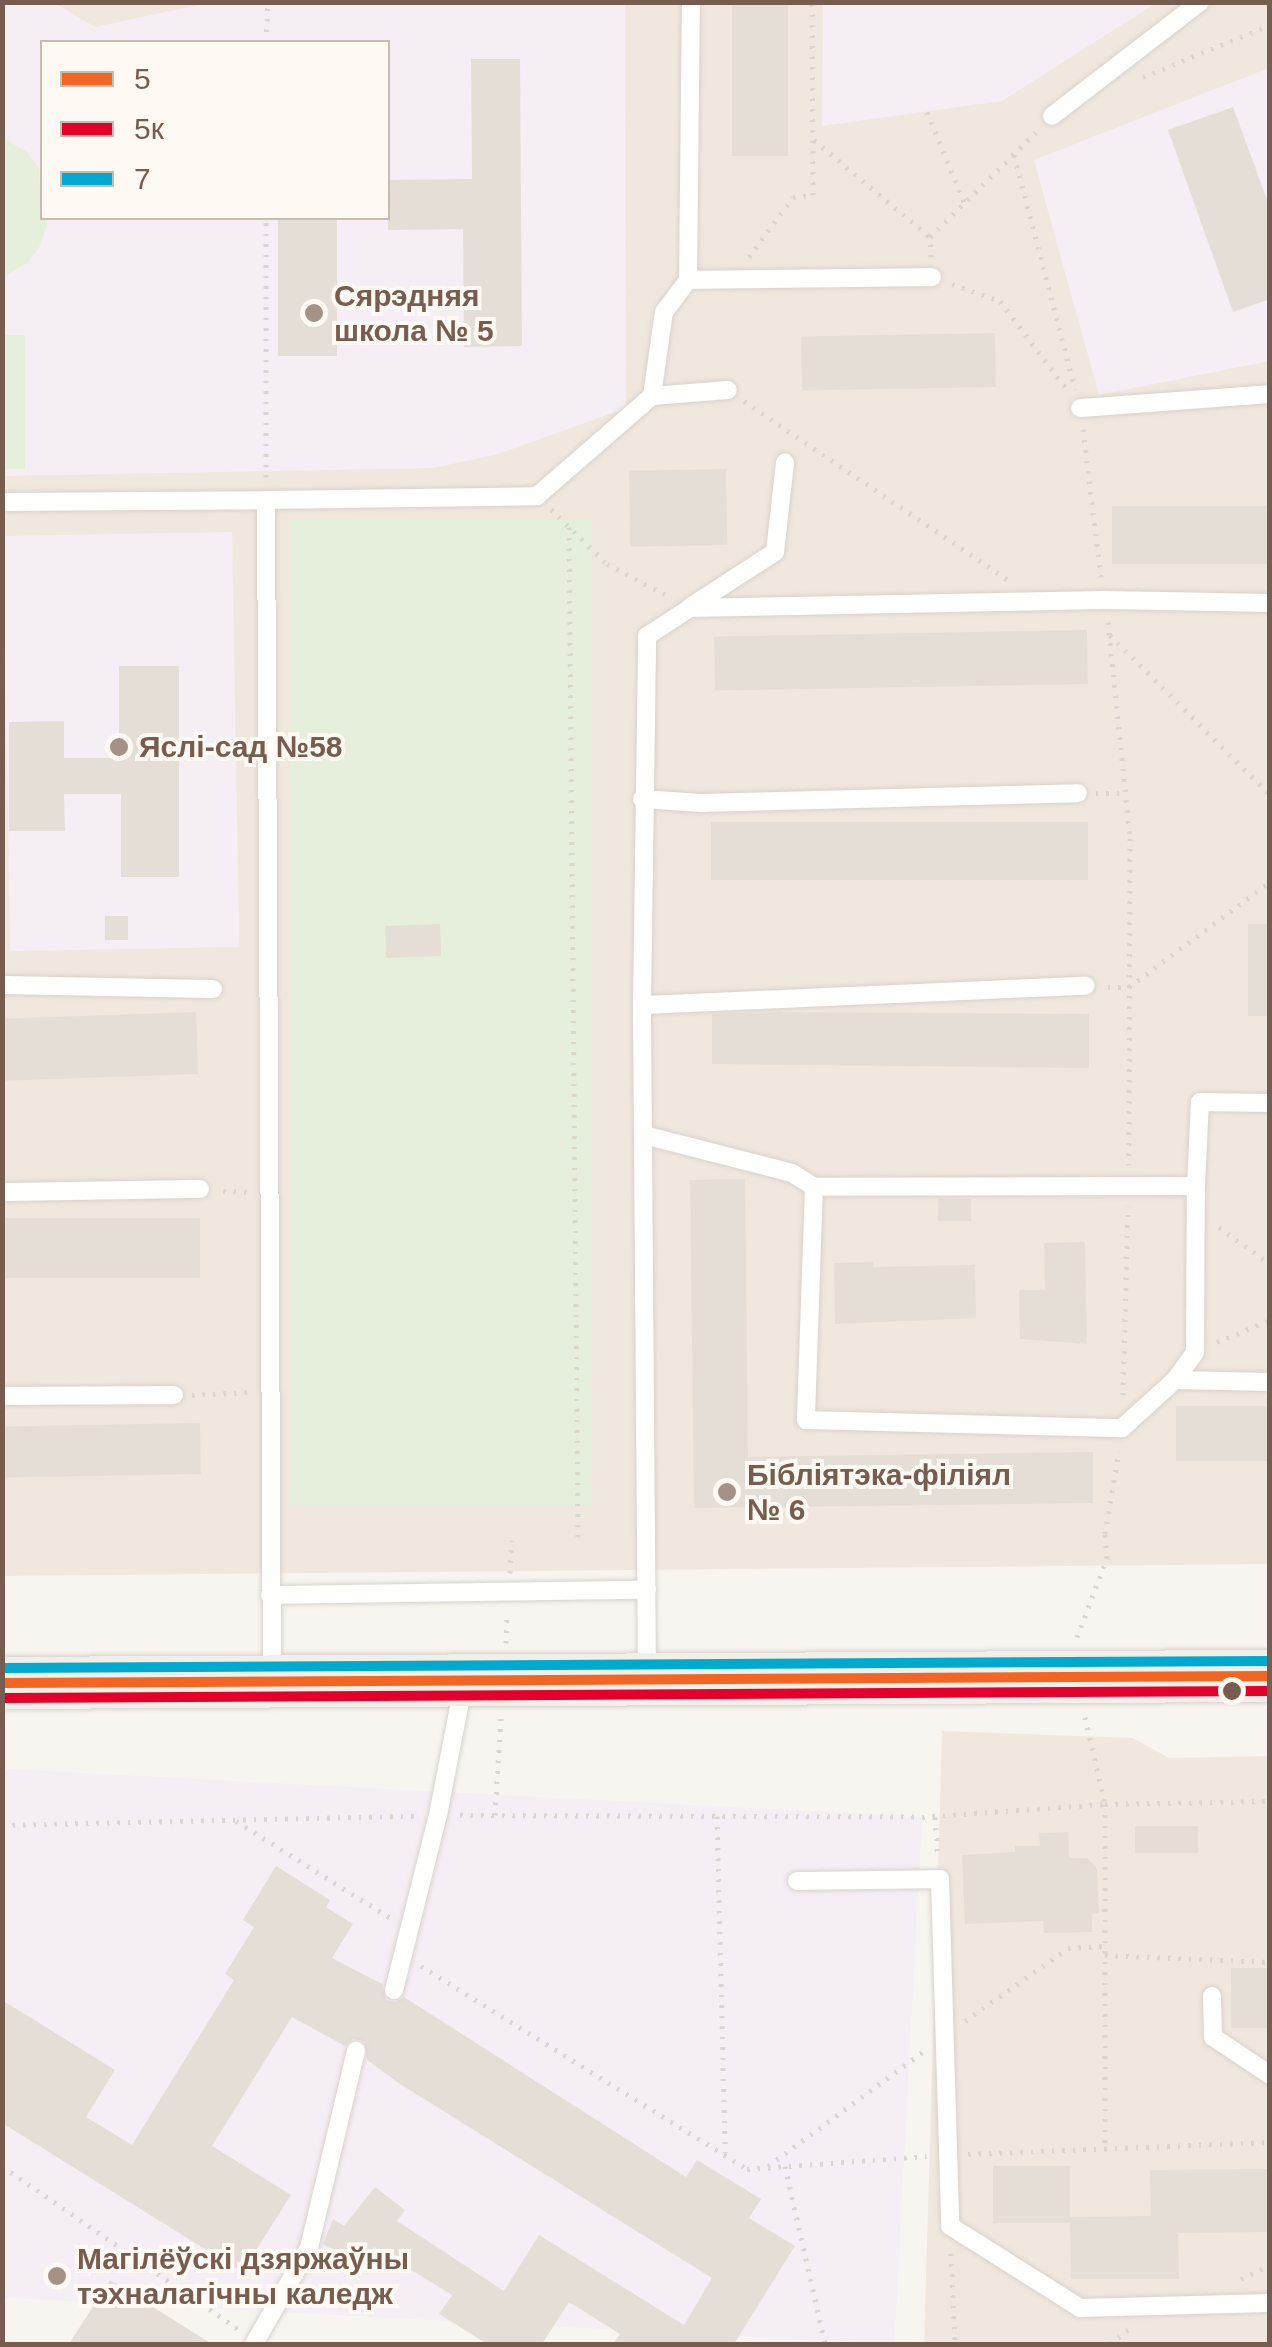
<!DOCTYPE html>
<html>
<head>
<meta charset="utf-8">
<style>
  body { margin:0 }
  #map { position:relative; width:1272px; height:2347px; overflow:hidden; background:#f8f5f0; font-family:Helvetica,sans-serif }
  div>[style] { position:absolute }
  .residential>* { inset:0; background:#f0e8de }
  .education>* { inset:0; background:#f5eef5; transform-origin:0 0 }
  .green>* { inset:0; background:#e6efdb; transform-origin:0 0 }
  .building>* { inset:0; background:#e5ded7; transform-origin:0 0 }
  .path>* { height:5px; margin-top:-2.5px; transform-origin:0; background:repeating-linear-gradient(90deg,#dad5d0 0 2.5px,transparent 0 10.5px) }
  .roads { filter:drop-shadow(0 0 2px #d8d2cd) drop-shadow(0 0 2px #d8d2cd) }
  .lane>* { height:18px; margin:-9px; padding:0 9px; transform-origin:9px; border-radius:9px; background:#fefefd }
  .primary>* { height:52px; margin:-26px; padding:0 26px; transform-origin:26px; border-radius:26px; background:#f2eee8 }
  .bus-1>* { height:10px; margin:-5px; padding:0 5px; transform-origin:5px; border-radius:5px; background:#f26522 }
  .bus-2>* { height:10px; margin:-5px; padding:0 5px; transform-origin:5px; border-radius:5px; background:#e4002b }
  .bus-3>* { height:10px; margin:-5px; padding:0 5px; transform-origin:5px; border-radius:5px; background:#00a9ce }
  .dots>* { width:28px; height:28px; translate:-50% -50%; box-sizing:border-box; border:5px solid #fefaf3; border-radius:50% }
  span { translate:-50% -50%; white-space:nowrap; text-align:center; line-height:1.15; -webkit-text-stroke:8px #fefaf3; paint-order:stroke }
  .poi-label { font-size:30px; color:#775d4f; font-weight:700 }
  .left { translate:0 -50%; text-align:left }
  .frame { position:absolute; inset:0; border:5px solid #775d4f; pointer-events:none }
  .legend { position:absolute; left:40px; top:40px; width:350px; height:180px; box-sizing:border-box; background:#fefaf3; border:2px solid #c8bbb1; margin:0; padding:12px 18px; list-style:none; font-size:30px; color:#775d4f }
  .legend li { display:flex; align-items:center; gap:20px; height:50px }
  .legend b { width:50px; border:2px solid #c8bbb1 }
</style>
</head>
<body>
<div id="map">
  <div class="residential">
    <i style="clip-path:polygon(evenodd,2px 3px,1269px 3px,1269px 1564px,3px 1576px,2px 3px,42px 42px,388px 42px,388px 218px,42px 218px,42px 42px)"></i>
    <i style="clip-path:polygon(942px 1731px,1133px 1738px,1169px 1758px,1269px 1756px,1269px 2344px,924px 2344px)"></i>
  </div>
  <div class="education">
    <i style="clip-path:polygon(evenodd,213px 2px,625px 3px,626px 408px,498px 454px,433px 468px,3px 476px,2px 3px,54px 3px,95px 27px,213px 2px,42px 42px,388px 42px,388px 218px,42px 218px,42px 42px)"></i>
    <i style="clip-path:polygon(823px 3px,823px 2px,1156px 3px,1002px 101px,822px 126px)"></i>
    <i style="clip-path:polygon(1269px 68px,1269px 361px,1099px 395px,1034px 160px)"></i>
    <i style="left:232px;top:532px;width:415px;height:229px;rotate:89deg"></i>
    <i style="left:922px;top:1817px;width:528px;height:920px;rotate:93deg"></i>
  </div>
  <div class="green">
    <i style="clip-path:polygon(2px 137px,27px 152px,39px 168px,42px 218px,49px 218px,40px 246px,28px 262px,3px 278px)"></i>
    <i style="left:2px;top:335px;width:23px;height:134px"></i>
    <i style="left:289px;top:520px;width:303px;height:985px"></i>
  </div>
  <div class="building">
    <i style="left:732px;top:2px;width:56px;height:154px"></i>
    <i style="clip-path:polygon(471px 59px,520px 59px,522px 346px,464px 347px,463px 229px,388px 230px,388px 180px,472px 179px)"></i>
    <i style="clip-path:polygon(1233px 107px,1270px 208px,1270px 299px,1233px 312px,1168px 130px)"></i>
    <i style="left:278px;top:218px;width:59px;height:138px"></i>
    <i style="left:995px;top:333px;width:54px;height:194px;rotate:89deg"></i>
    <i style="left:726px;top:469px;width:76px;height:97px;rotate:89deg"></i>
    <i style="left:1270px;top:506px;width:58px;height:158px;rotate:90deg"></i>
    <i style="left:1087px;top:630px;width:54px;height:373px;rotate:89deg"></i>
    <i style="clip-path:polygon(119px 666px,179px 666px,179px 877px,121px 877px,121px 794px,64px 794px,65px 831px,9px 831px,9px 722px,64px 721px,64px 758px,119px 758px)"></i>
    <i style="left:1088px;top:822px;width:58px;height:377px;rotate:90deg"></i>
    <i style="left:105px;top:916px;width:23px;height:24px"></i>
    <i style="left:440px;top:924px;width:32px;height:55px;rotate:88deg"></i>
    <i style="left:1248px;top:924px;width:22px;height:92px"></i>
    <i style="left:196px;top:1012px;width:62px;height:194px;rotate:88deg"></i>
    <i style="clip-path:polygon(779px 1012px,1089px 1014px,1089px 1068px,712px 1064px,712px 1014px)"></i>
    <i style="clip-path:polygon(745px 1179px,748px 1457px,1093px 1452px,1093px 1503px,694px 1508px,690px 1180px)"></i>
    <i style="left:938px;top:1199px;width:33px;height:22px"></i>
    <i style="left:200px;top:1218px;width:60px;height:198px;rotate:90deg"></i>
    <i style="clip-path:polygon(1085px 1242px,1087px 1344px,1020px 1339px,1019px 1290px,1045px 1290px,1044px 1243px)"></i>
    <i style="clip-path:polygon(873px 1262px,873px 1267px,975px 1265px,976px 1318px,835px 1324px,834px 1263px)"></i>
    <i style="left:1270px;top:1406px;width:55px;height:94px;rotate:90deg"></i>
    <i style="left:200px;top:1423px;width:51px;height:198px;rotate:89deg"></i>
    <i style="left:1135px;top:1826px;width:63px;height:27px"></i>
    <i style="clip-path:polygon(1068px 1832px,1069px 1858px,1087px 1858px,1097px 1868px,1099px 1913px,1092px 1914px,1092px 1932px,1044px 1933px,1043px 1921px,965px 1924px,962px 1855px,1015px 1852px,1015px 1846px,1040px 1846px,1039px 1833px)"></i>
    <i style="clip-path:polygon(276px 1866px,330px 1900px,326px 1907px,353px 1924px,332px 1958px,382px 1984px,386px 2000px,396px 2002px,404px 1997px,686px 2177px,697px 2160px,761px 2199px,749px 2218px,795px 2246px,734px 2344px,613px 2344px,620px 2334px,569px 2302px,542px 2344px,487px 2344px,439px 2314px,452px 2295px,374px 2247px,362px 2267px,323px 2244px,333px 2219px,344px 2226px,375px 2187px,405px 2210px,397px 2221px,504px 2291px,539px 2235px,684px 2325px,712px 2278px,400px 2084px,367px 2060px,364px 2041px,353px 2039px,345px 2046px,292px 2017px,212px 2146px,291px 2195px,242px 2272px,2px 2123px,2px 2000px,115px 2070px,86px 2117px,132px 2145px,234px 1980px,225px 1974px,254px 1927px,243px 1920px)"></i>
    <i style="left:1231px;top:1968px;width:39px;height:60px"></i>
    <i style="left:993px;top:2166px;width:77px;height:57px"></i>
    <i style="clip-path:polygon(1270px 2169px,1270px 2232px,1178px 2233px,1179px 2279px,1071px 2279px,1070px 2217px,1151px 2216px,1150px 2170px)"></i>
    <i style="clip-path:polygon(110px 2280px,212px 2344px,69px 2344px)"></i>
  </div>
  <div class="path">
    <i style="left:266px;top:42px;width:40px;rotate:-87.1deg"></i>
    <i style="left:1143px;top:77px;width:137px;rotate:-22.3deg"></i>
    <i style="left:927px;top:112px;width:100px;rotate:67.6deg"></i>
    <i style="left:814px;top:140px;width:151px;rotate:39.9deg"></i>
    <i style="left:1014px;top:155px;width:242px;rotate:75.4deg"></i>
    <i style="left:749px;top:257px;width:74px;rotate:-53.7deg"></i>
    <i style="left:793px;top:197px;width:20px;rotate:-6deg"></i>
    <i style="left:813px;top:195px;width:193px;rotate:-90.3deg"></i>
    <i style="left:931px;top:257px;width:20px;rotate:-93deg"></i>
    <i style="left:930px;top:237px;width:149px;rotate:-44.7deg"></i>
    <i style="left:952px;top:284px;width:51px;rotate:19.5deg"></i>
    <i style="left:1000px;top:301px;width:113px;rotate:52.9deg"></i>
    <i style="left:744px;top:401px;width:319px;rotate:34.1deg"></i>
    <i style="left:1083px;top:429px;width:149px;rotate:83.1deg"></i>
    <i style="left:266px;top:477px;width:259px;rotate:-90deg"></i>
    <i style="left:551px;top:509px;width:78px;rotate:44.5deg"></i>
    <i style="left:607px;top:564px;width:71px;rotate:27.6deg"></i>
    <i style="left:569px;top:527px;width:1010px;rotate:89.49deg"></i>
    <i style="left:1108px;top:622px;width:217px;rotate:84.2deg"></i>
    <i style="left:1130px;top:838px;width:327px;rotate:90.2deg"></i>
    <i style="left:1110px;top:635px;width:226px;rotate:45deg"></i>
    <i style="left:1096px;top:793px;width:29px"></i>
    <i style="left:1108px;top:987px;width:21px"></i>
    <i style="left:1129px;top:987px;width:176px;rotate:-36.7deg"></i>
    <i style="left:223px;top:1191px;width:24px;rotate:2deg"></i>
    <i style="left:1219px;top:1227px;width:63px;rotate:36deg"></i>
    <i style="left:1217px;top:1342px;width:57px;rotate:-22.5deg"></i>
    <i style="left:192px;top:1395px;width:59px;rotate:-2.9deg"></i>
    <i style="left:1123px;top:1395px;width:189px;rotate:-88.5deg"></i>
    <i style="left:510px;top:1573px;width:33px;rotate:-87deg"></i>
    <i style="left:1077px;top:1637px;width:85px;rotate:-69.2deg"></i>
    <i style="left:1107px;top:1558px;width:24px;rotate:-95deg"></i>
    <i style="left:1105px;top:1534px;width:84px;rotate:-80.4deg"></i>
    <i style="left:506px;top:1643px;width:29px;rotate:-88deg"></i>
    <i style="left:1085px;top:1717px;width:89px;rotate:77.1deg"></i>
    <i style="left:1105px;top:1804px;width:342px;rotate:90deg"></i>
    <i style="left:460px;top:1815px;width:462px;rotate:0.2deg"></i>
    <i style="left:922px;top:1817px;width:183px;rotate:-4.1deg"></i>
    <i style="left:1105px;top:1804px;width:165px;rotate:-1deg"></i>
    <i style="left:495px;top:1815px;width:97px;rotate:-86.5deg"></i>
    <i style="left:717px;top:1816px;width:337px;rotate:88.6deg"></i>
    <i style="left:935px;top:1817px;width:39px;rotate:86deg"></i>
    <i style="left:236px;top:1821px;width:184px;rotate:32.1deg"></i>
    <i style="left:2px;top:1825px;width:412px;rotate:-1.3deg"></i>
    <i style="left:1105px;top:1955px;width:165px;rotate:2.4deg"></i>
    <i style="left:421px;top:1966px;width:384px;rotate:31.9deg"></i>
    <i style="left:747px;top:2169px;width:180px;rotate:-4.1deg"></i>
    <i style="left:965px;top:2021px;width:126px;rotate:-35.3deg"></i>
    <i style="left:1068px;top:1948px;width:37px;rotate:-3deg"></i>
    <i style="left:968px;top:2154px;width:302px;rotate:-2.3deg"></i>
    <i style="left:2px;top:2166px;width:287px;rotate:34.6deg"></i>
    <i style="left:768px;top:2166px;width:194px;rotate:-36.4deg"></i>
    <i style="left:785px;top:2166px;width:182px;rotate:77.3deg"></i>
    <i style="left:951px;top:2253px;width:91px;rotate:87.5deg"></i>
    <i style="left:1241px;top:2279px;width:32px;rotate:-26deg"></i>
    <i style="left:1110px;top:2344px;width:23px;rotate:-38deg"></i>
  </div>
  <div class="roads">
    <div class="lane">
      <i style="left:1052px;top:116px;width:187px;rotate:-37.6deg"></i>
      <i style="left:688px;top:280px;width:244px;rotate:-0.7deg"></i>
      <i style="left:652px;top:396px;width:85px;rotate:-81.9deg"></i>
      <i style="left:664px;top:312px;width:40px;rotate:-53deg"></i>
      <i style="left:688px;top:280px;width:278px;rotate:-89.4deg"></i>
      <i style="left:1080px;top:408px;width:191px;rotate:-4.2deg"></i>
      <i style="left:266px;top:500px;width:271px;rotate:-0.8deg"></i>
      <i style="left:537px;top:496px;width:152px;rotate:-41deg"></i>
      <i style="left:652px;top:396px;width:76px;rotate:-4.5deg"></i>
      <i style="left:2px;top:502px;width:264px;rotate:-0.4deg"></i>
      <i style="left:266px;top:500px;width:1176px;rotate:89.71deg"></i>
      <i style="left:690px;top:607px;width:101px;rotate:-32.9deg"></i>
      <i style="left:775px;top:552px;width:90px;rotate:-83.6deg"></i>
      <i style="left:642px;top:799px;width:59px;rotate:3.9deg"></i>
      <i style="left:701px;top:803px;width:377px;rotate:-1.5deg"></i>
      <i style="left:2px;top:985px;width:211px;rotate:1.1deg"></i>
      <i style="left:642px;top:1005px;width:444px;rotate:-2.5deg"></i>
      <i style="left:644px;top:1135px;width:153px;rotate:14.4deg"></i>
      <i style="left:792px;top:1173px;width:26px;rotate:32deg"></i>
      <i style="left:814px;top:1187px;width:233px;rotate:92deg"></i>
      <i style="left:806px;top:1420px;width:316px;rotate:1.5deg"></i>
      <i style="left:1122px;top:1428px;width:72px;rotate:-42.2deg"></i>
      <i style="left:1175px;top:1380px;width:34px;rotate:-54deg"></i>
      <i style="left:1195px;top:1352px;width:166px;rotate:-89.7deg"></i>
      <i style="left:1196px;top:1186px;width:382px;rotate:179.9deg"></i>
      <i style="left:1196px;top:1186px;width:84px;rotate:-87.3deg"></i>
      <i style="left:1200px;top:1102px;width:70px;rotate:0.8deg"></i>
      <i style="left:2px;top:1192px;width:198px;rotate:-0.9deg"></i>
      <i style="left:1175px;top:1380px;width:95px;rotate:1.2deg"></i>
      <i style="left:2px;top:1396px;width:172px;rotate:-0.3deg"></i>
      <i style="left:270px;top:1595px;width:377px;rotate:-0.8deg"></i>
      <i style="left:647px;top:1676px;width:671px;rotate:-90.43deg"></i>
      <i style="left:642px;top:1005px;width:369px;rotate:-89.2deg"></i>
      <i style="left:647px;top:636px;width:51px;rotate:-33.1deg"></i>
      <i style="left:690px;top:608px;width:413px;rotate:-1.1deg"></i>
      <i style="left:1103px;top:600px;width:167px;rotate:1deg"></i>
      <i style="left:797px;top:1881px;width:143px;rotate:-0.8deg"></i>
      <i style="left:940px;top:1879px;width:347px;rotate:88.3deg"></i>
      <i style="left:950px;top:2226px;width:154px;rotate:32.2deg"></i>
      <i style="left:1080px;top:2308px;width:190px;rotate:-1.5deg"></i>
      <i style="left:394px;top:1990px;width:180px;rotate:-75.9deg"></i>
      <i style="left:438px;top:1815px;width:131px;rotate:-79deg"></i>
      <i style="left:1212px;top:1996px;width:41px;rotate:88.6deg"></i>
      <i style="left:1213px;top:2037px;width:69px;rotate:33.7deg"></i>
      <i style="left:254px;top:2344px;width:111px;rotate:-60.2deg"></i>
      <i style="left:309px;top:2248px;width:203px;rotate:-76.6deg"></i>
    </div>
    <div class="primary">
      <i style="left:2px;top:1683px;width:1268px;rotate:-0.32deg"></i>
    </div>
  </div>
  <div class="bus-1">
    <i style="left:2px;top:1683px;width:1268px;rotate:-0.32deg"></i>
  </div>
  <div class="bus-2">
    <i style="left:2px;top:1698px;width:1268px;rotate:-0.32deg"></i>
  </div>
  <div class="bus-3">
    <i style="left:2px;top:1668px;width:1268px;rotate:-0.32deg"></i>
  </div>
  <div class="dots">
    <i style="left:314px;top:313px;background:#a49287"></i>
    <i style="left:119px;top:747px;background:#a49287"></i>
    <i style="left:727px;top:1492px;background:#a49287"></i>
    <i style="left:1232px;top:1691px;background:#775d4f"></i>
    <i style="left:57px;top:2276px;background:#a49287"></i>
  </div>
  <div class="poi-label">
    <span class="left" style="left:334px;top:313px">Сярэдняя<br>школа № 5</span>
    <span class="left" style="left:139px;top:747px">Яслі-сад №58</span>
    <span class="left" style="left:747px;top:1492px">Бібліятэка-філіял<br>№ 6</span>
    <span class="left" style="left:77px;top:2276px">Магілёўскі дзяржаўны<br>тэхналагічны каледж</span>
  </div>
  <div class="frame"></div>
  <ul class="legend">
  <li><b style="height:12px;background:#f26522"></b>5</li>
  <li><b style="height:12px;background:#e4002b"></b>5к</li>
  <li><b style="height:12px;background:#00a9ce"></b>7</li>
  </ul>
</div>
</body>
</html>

What to produce: Word for word, restate the lines from the first line of the material through the line containing "position:relative; width:1272px; height:2347px;", with the pictures left out.

Reply:
<!DOCTYPE html>
<html>
<head>
<meta charset="utf-8">
<style>
  body { margin:0 }
  #map { position:relative; width:1272px; height:2347px; overflow:hidden; background:#f8f5f0; font-family:Helvetica,sans-serif }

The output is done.